Certains faux pas sabotent la négociation ou, pire, mettent le voyageur dans une position inconfortable. Les plus fréquents :

  • Lancer une négociation sans intention d’acheter. Marchander jusqu’au bout puis partir est mal vu : c’est un manque de respect du temps du vendeur. Si vous n’êtes pas sérieux, contentez-vous de regarder.
  • Se montrer agressif ou méprisant. Casser les prix avec dédain froisse. Le marchandage marocain est convivial ; l’humour désarme bien mieux que la dureté.
  • Accepter le premier prix. Non seulement vous payez trop, mais vous privez l’échange de son sel. Le vendeur lui-même s’attend à discuter.
  • Négocier une misère. Se battre pendant dix minutes pour économiser 5 dirhams sur un objet artisanal fait longtemps par un artisan n’a pas de sens. Marchandez le principe, pas la dernière pièce.
  • Sortir tout son argent. Montrer une liasse ou payer un article à 20 dirhams avec un billet de 200 (et « ne jamais revoir » sa monnaie) sont des erreurs classiques. Anticipez la petite monnaie.
  • Laisser commencer un service avant d’avoir fixé le prix. C’est la règle d’or, surtout pour le henné et les photos : rien ne démarre tant que le montant n’est pas convenu clairement.
⚠️
Le piège classique : on saisit votre main pour un henné « cadeau », ou on vous met un singe sur l'épaule « pour la photo », puis on réclame un prix élevé. Ce n'est pas du marchandage. Gardez vos distances et convenez toujours du tarif avant que quoi que ce soit ne commence.
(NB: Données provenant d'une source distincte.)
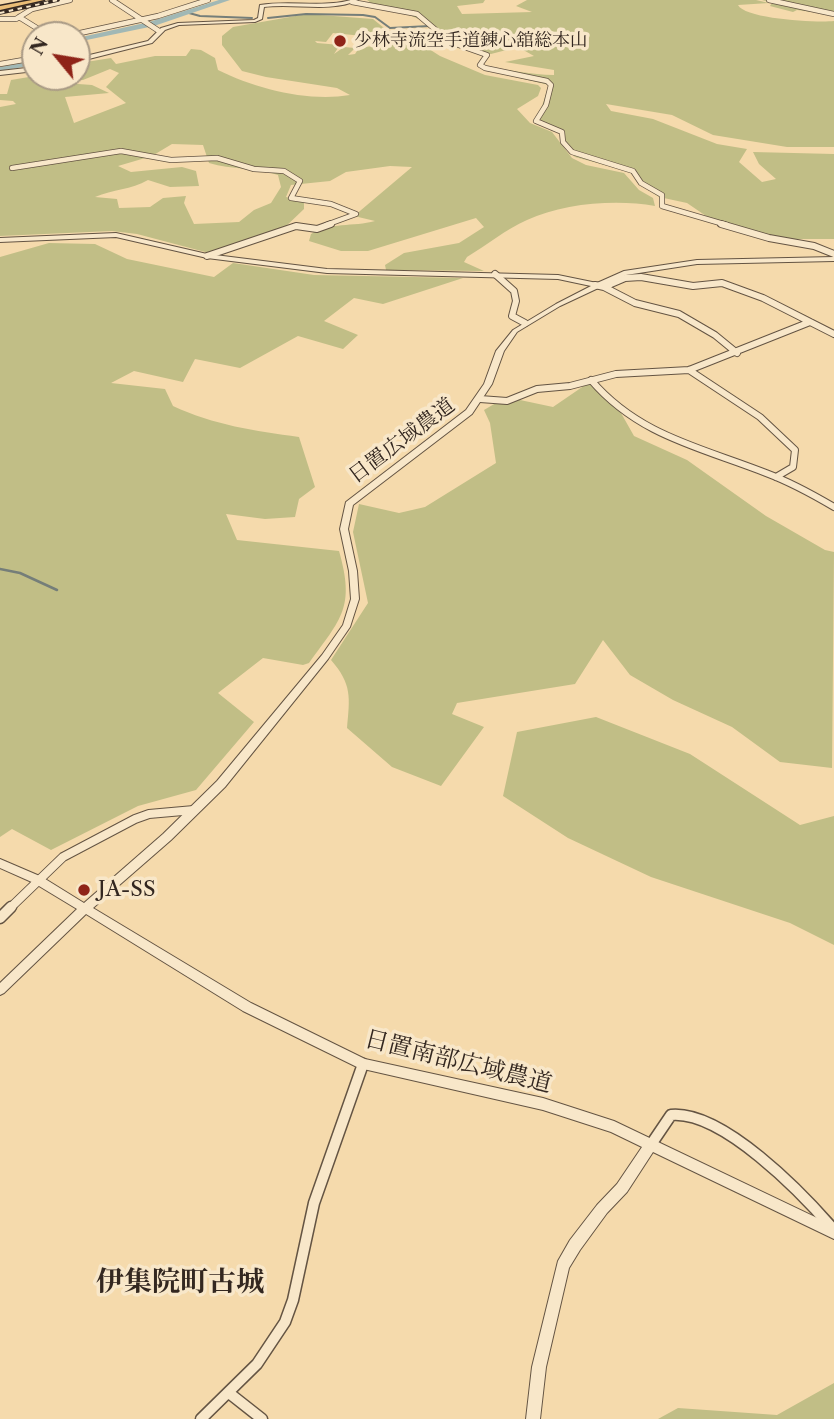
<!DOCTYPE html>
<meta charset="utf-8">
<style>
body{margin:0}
#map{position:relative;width:834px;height:1419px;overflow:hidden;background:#f5daac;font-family:"Libre Caslon Text",serif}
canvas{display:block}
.north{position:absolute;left:21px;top:21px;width:70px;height:70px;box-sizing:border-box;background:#f8e7c9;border:2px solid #a99a85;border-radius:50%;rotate:300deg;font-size:19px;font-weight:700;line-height:28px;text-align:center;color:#332720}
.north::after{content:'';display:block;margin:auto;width:24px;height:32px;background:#8f2418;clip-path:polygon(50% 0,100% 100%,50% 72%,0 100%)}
</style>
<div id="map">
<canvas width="834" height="1419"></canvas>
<div class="north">N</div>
</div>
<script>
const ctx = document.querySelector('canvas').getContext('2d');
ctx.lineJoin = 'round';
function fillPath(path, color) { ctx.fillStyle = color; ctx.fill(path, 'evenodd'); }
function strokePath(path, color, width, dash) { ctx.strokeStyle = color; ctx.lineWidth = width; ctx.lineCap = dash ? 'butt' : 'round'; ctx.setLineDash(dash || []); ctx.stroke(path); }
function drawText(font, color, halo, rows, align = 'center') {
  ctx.font = font + ' "Libre Caslon Text","Noto Serif JP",serif'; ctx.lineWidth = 7; ctx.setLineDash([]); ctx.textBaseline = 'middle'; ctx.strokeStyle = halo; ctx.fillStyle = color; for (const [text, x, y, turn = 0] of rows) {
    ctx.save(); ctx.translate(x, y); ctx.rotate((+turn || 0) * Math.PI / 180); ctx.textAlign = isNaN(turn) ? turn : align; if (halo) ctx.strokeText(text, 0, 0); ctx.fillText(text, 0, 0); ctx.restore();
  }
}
const green = new Path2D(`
 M367,0h118l-2,3 -26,3 5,8 70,-2 -16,-6 11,-6h229l13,3 -31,2c7,14 79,18 96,16v126h-47l-74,-12 -41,-20 -66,-11 5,7 42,8 64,25 30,5 -8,13 23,20 14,-3 -17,-15 -6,-12 81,2v85h-43l-10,3 -72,-24 -22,-15 -28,-6 -21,-14 -7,-11 -56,-15 -9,-8 -3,-14 -23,-12 -2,-5 11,-33 -64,-15 2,-2c24,1 43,7 67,7v-5l-49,-8 29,-6 -16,-9 -27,7 -32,-6 -13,-5 -25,-23 -12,-5 5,-3 -55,-6v-3h12z
 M762,0h72v15l-37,-5 -4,2 -23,-6 2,-3z
 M307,14l66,5 16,13 26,8 25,16 45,19 53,10 3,3 -3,8 -21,13 13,14 22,9 20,26 14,7 38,8 15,17 14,8 2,8c-38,-7 -92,-3 -128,14 -21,9 -40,25 -60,37l-3,5 20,9 -98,-1 -1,-5 19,-12 55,-10 25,-16 -8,-9 -108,33h-27l-32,-10 2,-7c19,-12 42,-7 64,-13l-21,-5 58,-49 -22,-1 -44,6 -16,9 -39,4 -5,12 18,4v8l-23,22 -72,22 -72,-19 -25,-3 -112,5v-129l16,-3 -3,-3 -13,-1v-6h7l4,-14 24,-4 42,1v-6l10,-3 -1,-6 25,-4 5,6 39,-8h31l5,-7 10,1 14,8 3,12c38,19 90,32 132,25l-13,-7 -71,-11 -24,-6 -20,-26v-9l11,-9zM333,33l40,4 4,5 -4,4 -14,2 -4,6 -7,1 7,-7 -11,-1 -10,7 6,-9 -23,-2 -2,-2 11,1zM110,69l9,4 -13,14 20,16 -52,20 -9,-26 44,-4 -17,-8 -41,-3 6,-3 26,1zM172,144l31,1 6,18c23,7 46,4 69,12l3,12 -10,16 -17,7 -15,12 -45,2 -10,-21 2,-7 -23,2 -13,9 -31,1 -2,-9 -22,-2c18,-8 36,-7 53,-17l22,7 29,-1 -3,-15 -14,-4 -51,5 -13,-6 34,-10z
 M49,243l46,1 32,15 87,18 19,-14 81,12 149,3 -80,26 -29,-6 -30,23 34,14 -15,14 -45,-13 -58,32 -45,-9 -12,23 -49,-11 -23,12 54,6 8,17c41,19 82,25 126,31l16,50 -16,12 -4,18 -30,2 -39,-5 11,26 102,11c16,56 3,67 -30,112l-6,2 -40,-7 -45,35 36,29 -58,68 -58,16 -87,44 -39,-21 -12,8v-580z
 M591,381l30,32 13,23 53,24 79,56 59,34 9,2 -2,216 -52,-6 -48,-35 -59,-27 -43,-25 -27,-35 -28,44 -118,19 -5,11 32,13 -43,59 -49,-19 -45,-39c3,-31 5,-44 -16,-68l37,-57 -15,-71 6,-28 40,9 26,-6 71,-44 -6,-40 -6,-13 22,-13 47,10z
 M596,717l94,37 110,71 34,-9v129l-44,-22 -139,-46 -83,-39 -65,-42 14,-64z
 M834,1383v36h-176l20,-11 99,7z`);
const streamFar1 = new Path2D(`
 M189,13l11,3 52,2
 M268,18l38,-4 57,1 12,2 15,11 40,-2`);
const stream = new Path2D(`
 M0,569l20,4 37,17`);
const river = new Path2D(`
 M219,0h11l-76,26 -77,16v-4l72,-16z
 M35,61v4l-35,6v-4z`);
const minorFar3 = new Path2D(`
 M112,0l47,31
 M769,0l65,14
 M352,2l65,12 33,28 37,13 -7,10 5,3 62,13 4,4 -5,20 -10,16 26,11 1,10 9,10 61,19 8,12 21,12v11l65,19
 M19,17l29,18
 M0,19h16l16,-10 38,-9
 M71,35l87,-19 50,-16
 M0,64l35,-6
 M12,168l109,-17 50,9 46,-2 37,11 30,2 16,10 -9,17 40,6 25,10 -30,11`);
const minorFar2 = new Path2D(`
 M721,224l48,14 45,8 20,8
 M207,256l89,-30 21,3 14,-5
 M495,274l19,17 2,10 -4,15 13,7
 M595,285l9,2 21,-9 16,-1 52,9 29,-3 41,15 71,36
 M604,287l31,16 44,11 36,21 22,18
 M689,370l71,47 35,33 -2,17 -17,10
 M591,380c48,56 109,67 175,93 24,9 46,21 68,34
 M480,399l27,2 30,-12 33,-3 46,-12 73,-4 121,-48`);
const minorFar1 = new Path2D(`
 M9,909l54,-52 72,-38 14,-5 45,-4`);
const minor = new Path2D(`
 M0,918l11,-11
 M650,1146l21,-31c51,-5 131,78 163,115
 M229,1393l33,26
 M201,1419l56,-55 28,-42 8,-22 21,-97 49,-139`);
const tertiary = new Path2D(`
 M351,0h7c-28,13 -63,3 -94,7l-2,12 -7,3 -76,3 -14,5 -13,13 -75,19v-4l71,-17 13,-13 17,-5 76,-3 4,-2 2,-13c30,-5 61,3 91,-5z
 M35,67v4l-35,4v-4z
 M116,233l91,21 120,15 231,6 39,8 27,-12 73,-11 137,-3v4l-137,3 -71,11 -66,31 -43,26 -13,19 -12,33 -20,30 -119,91 -5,24 9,42 2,28 -9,28 -22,32 -103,128 -54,53 -78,68 158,95 114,56 178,39 71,23 220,105v13l-181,-87 -26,40 -20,21 -27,37 -11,18 -23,99 -6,52h-14l6,-52 26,-106 12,-21 27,-35 20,-21 25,-37 -31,-15 -68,-22 -184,-42 -116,-57 -157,-97 -82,79 -4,2v-12l77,-74 -43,-26 -34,-15v-9l42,18 42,26 79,-69 54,-53 105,-126 21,-30 8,-26 -2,-28 -9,-42 6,-27 120,-92 18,-26 12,-33 17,-21 43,-26 35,-18 -33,-7 -231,-6 -120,-15 -91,-21 -116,5v-4z`);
const primary = new Path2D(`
 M32,0h12l-44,10v-4z`);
const rail = new Path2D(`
 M0,13l58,-13`);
const markers = [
 [340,41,7,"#8f2418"],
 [84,890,7,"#8f2418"]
];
const farPoinames = [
 ["少林寺流空手道錬心舘総本山",354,41]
];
const streetNames = [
 ["日置広域農道",402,441,-37]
];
const poiNames = [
 ["JA-SS",98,890]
];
const nearStreetnames = [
 ["日置南部広域農道",458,1062,14]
];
const nearQuarternames = [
 ["伊集院町古城",180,1283]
];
fillPath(green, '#c1be86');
strokePath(streamFar1, '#757e79', 2);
strokePath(stream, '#757e79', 2.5);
fillPath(river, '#a1b8b5');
strokePath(minorFar3, '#645443', 6);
strokePath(minorFar2, '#645443', 8);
strokePath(minorFar1, '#645443', 10);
strokePath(minor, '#645443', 13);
strokePath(tertiary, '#645443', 2);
strokePath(primary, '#332720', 3);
strokePath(minorFar3, '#f8e7c9', 4.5);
strokePath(minorFar2, '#f8e7c9', 6);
strokePath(minorFar1, '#f8e7c9', 8);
strokePath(minor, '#f8e7c9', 10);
fillPath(tertiary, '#f8e7c9');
fillPath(primary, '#eabd76');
strokePath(rail, '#332720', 3.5);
strokePath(rail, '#f8e7c9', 2, [4.5]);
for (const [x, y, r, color] of markers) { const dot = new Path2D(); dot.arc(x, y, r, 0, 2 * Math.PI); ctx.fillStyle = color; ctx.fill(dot); strokePath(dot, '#f8e7c9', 2.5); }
drawText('18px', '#332720', '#f8e7c9', farPoinames, 'left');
drawText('21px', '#332720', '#f8e7c9', streetNames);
drawText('21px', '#332720', '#f8e7c9', poiNames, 'left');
drawText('24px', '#332720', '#f8e7c9', nearStreetnames);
drawText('bold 28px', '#332720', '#f8e7c9', nearQuarternames);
</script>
Marchander, un plaisir plus qu’une corvée

Au fond, marchander à Marrakech est un jeu social dont on peut tirer beaucoup de plaisir. Ce n’est ni une guerre ni un piège : c’est une manière de rencontrer les gens, d’entrer dans le rythme de la médina, et de repartir avec des objets qui ont une histoire. Le prix « juste » n’existe pas vraiment ; il n’y a que le prix sur lequel vous et le vendeur tombez d’accord, dans le sourire.

Gardez en tête les trois piliers : restez souriant, sachez partir, fixez le prix avant. Avec ces réflexes et la règle des 40-50 %, vous naviguerez dans les souks et sur la place Jemaa el-Fna avec l’aisance d’un habitué. Et si vous surpayez parfois de quelques dirhams — cela arrive à tout le monde — dites-vous que la différence, pour vous, est dérisoire, et qu’elle a nourri un échange humain que vous n’oublierez pas.

Pour approfondir la culture de la place, l’UNESCO a inscrit l’espace culturel de Jemaa el-Fna au patrimoine culturel immatériel de l’humanité : marchander y fait partie, à sa manière, du spectacle vivant.

Questions fréquentes

Faut-il vraiment marchander à Marrakech ?

Oui, partout où le prix n’est pas affiché : souks, artisanat, henné, photos avec les artistes, taxis sans compteur. C’est attendu et considéré comme normal. En revanche, dans les commerces à prix fixes (épiceries, pharmacies, restaurants avec carte, musées, bus), on ne marchande pas.

De combien peut-on faire baisser le prix ?

Le premier prix annoncé à un touriste vaut souvent 2 à 3 fois le prix réel. Une contre-offre de départ à 40-50 % du montant demandé est un bon point d’ancrage. Le prix final tombe généralement entre 50 et 70 % du prix initial, parfois moins pour les souvenirs très courants.

Est-ce impoli de marchander ?

Non, c’est même l’inverse : accepter le premier prix sans discuter est décevant pour le vendeur. Le marchandage est une conversation conviviale, à mener avec le sourire et l’humour. Ce qui est impoli, c’est de négocier longuement puis de partir sans intention réelle d’acheter, ou de se montrer méprisant.

Comment marchander sans parler arabe ?

Aucun problème : le français est très répandu à Marrakech. Quelques mots de darija (« ghali bezzaf » pour « trop cher », « naqqas chwiya » pour « baisse un peu ») détendent l’atmosphère et jouent en votre faveur, mais le sourire et le langage des gestes suffisent largement.

Marchande-t-on le prix de la nourriture à Jemaa el-Fna ?

Pas vraiment. Aux stands, on ne négocie pas un tajine comme un tapis. Le bon réflexe est de demander le prix de chaque plat avant de commander et de refuser les extras non demandés (pain, olives, sauces) souvent ajoutés à l’addition. Vérifiez toujours le total avant de payer.